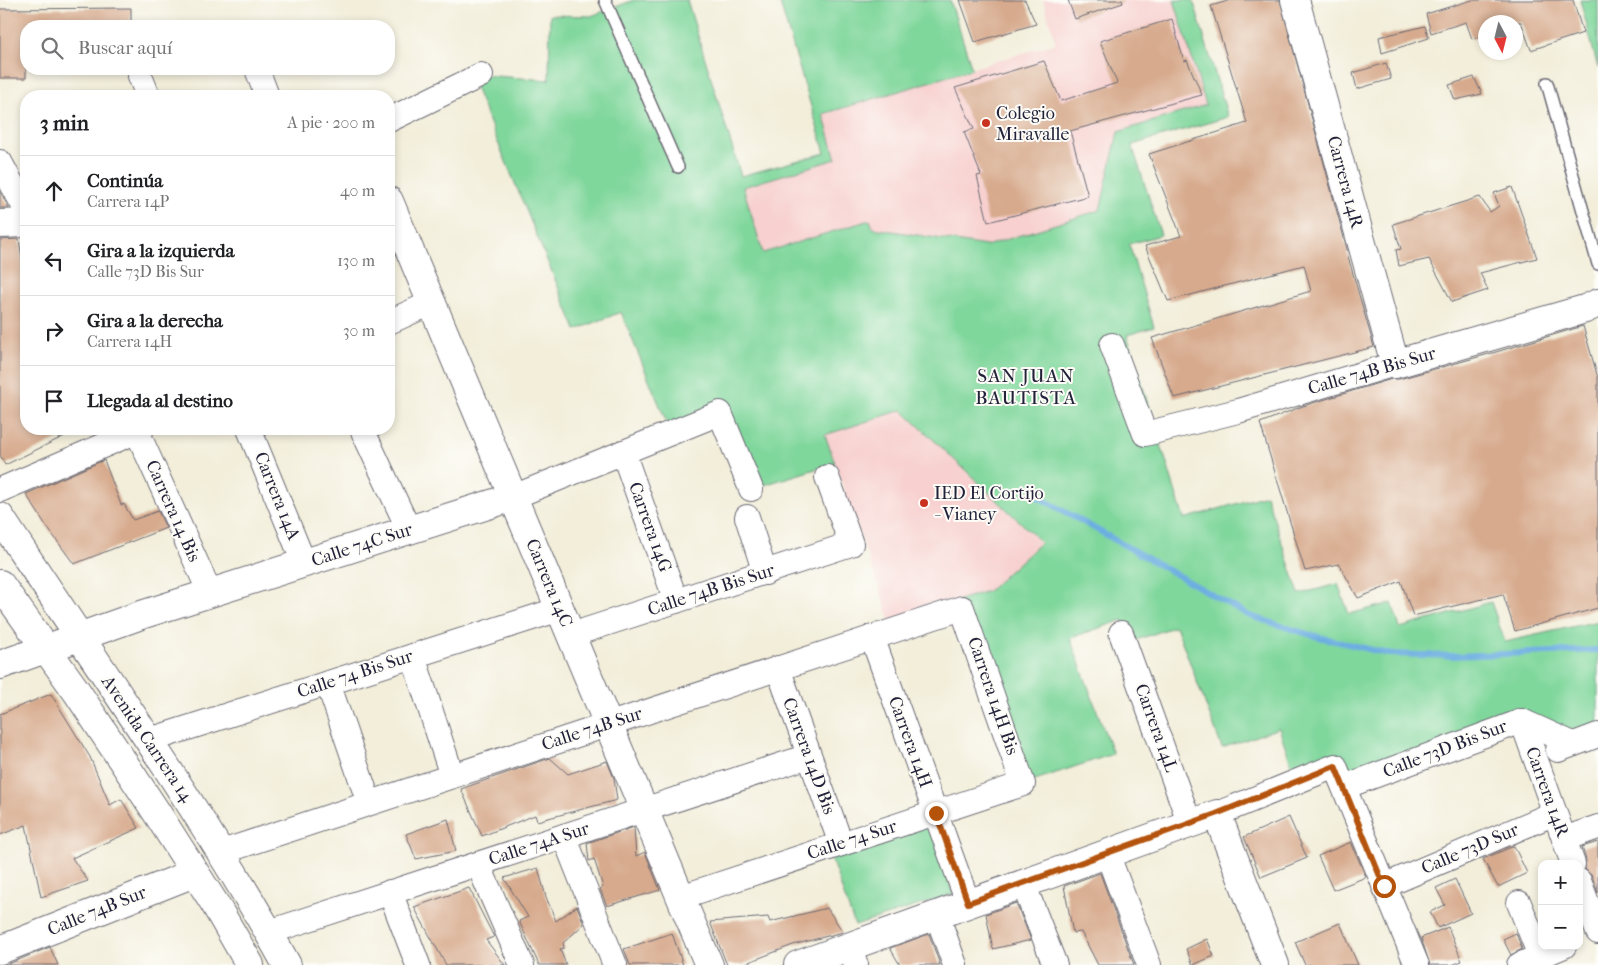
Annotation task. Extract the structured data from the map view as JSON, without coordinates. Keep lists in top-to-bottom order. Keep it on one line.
{"streets":{"street":["Carrera 14R","Calle 74B Bis Sur","Carrera 14A","Carrera 14 Bis","Carrera 14G","Calle 74C Sur","Carrera 14C","Calle 74 Bis Sur","Carrera 14H Bis","Carrera 14L","Calle 74B Sur","Avenida Carrera 14","Carrera 14H","Calle 73D Bis Sur","Carrera 14D Bis","Calle 74 Sur","Calle 74A Sur","Calle 73D Sur"]},"crossings":[["Carrera 14R","Calle 74B Bis Sur"],["Carrera 14R","Calle 73D Bis Sur"],["Carrera 14R","Calle 73D Sur"],["Calle 74B Bis Sur","Carrera 14G"],["Calle 74B Bis Sur","Carrera 14C"],["Carrera 14A","Calle 74C Sur"],["Carrera 14 Bis","Calle 74C Sur"],["Carrera 14G","Calle 74C Sur"],["Calle 74C Sur","Carrera 14C"],["Calle 74C Sur","Avenida Carrera 14"],["Carrera 14C","Calle 74 Bis Sur"],["Carrera 14C","Calle 74B Sur"],["Carrera 14C","Calle 74 Sur"],["Carrera 14C","Calle 74A Sur"],["Calle 74 Bis Sur","Avenida Carrera 14"],["Carrera 14H Bis","Calle 74B Sur"],["Carrera 14H Bis","Calle 74 Sur"],["Calle 74B Sur","Avenida Carrera 14"],["Calle 74B Sur","Carrera 14H"],["Calle 74B Sur","Carrera 14D Bis"],["Avenida Carrera 14","Calle 74A Sur"],["Carrera 14H","Calle 74 Sur"],["Carrera 14D Bis","Calle 74 Sur"],["Carrera 14D Bis","Calle 74A Sur"]],"districts":["SAN JUAN BAUTISTA"],"places":["Colegio Miravalle","IED El Cortijo - Vianey"],"north":"bottom","page":{"search":"Buscar aquí","heading":["3 min","A pie · 200 m"],"list":[["Continúa","Carrera 14P","40 m"],["Gira a la izquierda","Calle 73D Bis Sur","130 m"],["Gira a la derecha","Carrera 14H","30 m"],"Llegada al destino"],"map_buttons":["+","−"]}}
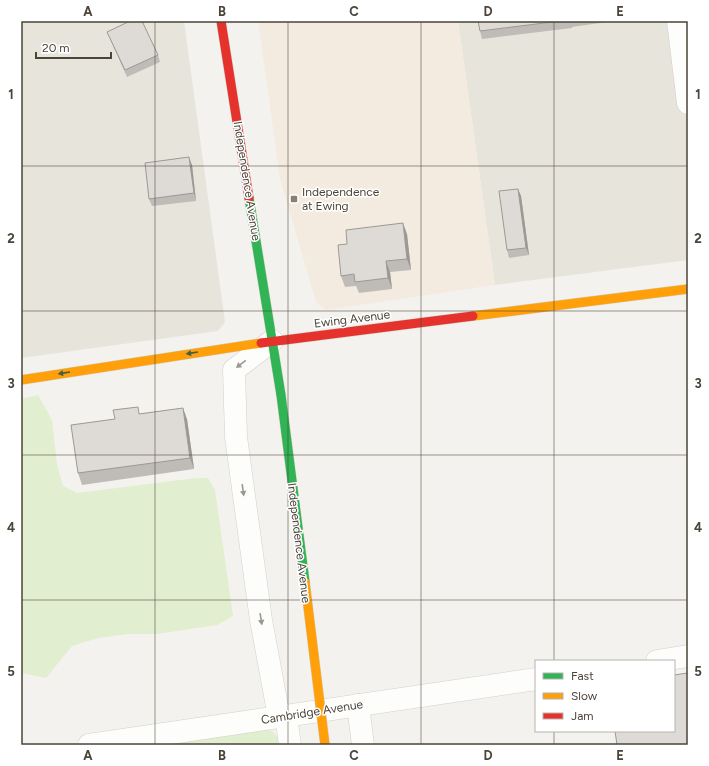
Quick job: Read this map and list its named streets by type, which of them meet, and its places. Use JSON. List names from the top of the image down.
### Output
{
  "streets": {
    "main road": ["Independence Avenue", "Ewing Avenue"],
    "street": ["Cambridge Avenue"]
  },
  "crossings": [
    ["Independence Avenue", "Ewing Avenue"]
  ],
  "one_way": ["Ewing Avenue"],
  "places": {
    "transit": ["Independence at Ewing"]
  },
  "legend": ["Fast", "Slow", "Jam"],
  "scale_bar": "20 m",
  "grid": {
    "columns": [
      "A",
      "B",
      "C",
      "D",
      "E"
    ],
    "rows": [
      "1",
      "2",
      "3",
      "4",
      "5"
    ]
  }
}
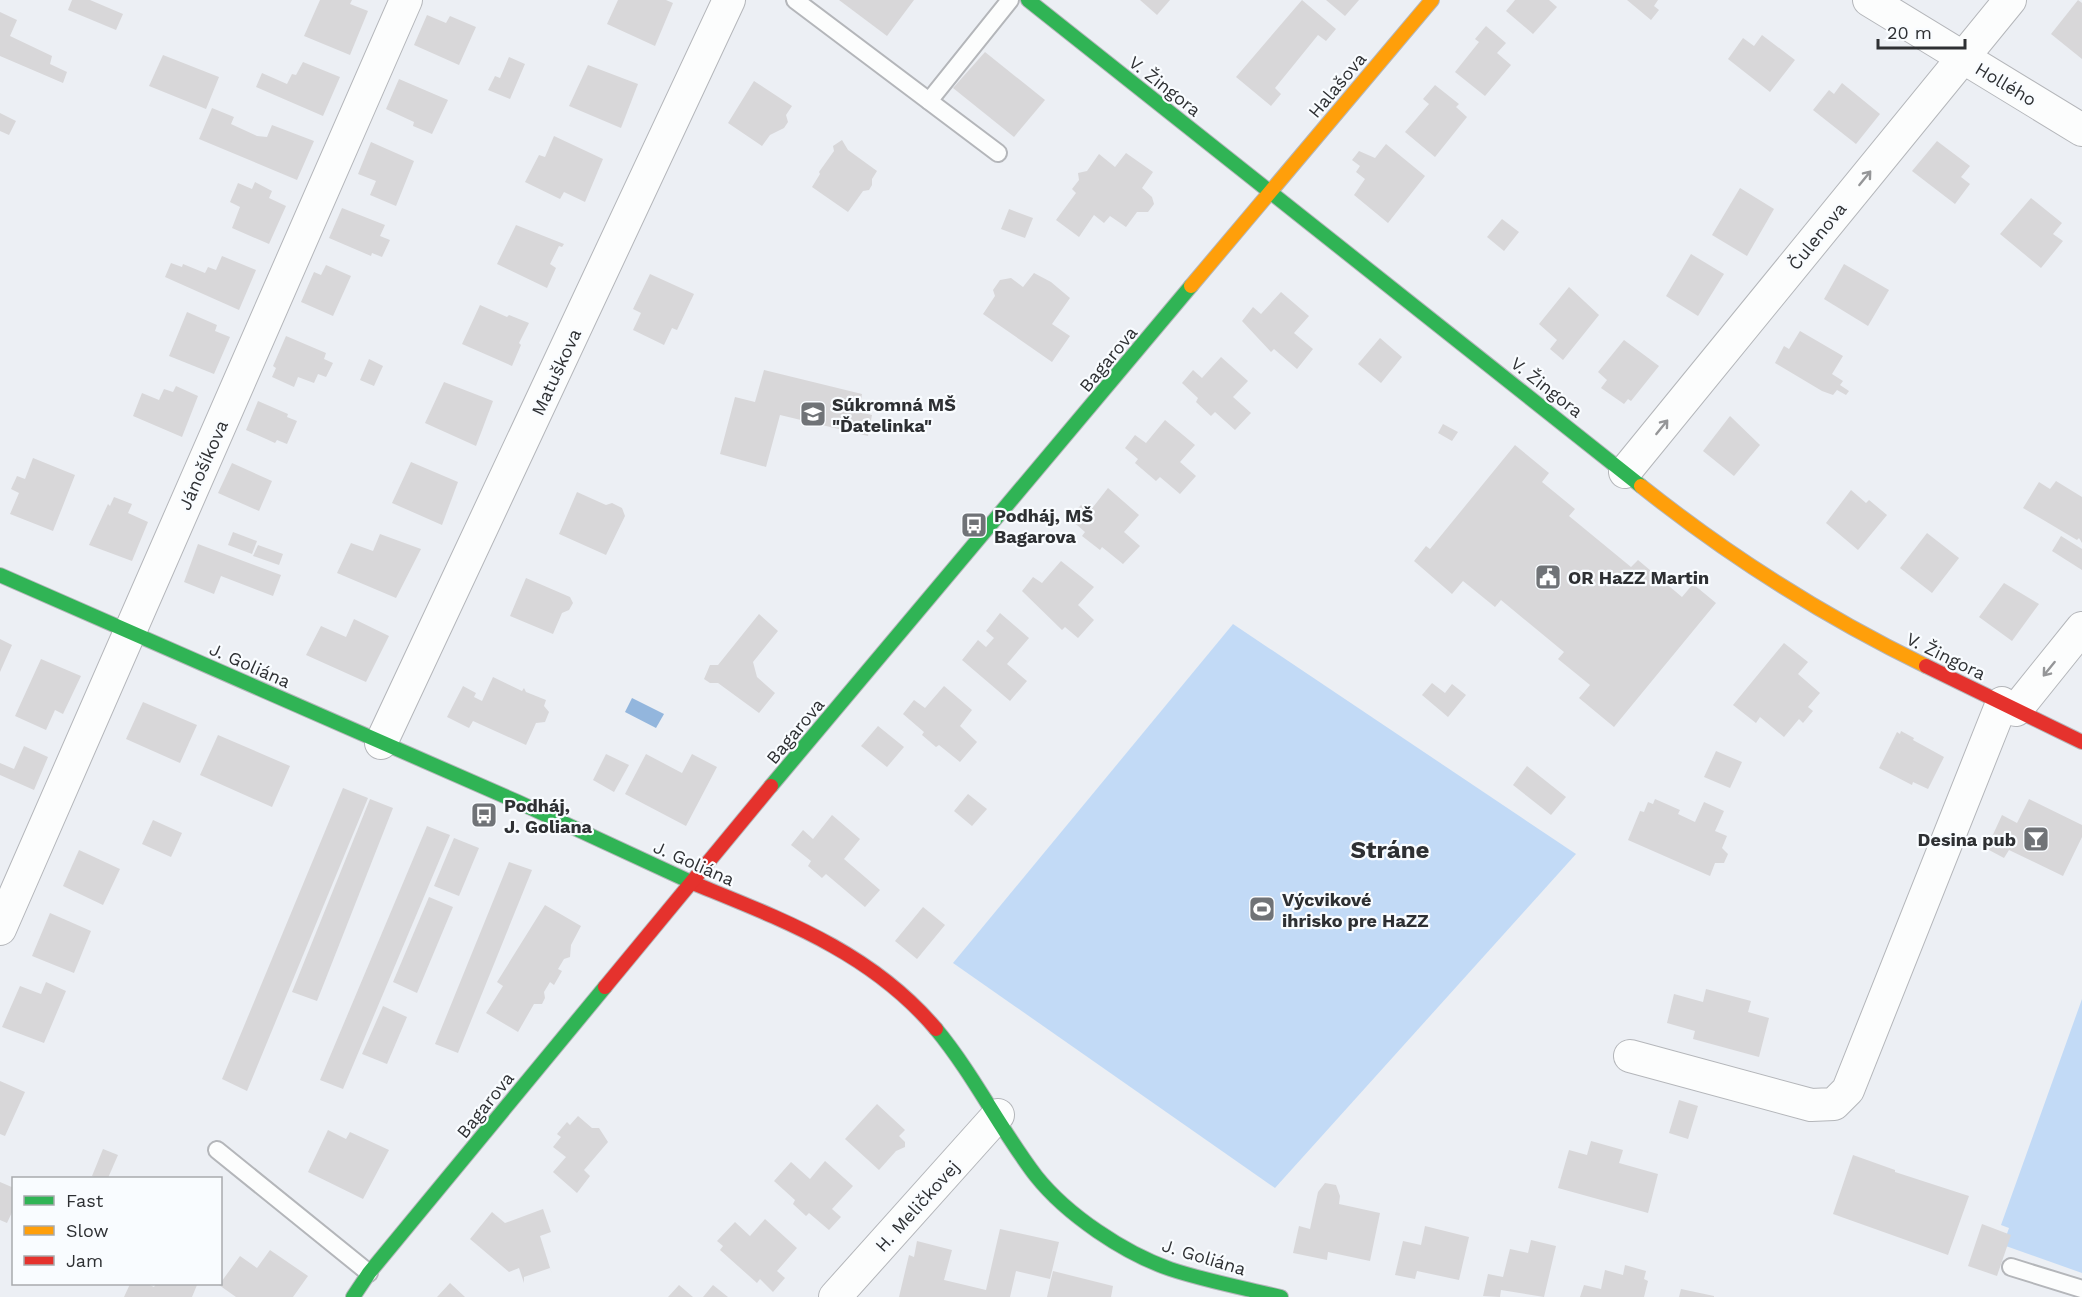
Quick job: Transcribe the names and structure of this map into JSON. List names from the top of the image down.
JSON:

▸ **What you need to do**:
Could you return all lines from the data above that contain the string "Quick"?

▸ **Solution to this exercise**:
Quick job: Read this map and list its named streets by type, which of them meet, and its places. Use JSON. List names from the top of the image down.
Quick job: Transcribe the names and structure of this map into JSON. List names from the top of the image down.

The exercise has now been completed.